Keesokan harinya, matahari bersinar cerah menyinari desa kecil tempat tinggal Lala dan Nofal. Di depan rumah Lala yang sederhana, dua sahabat kecil itu sedang bermain dengan penuh semangat. Lala, dengan rambut panjang yang diikat dua dan mata cerah, duduk di atas lantai rumahnya, memainkan boneka-boneka yang disusun rapi di depannya. Nofal, sahabatnya yang selalu ceria, duduk di sebelahnya sambil menggenggam lollipop merah cerah yang baru dibelinya dari toko kecil di ujung jalan.

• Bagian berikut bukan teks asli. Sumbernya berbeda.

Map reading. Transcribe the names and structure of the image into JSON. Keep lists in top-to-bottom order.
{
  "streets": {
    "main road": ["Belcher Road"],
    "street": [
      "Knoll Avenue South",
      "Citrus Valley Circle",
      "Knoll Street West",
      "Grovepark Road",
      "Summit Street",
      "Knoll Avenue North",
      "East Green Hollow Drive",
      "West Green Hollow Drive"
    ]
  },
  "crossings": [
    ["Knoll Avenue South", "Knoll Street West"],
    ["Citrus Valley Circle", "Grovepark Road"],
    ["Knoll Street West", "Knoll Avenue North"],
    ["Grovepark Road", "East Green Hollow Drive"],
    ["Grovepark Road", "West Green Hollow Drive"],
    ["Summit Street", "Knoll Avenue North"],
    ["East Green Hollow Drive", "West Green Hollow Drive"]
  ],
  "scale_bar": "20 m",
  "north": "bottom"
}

"Aku nggak bisa deh hidup kalau nggak ada permen, Laa!" kata Nofal dengan suara ceria, menggigit permen dengan gembira. Dia mengulum permen itu dengan ekspresi puas di wajahnya, menikmati setiap rasanya.

Lala mengangkat wajahnya sedikit dan menatap Nofal dengan tatapan penuh perhatian. Meski sedikit terganggu melihat temannya makan permen terus, Lala tetap berusaha sabar. Dia tahu Nofal memang suka sekali dengan permen, tapi dia juga khawatir dengan gigi Nofal yang selalu dipenuhi sisa permen setelah makan.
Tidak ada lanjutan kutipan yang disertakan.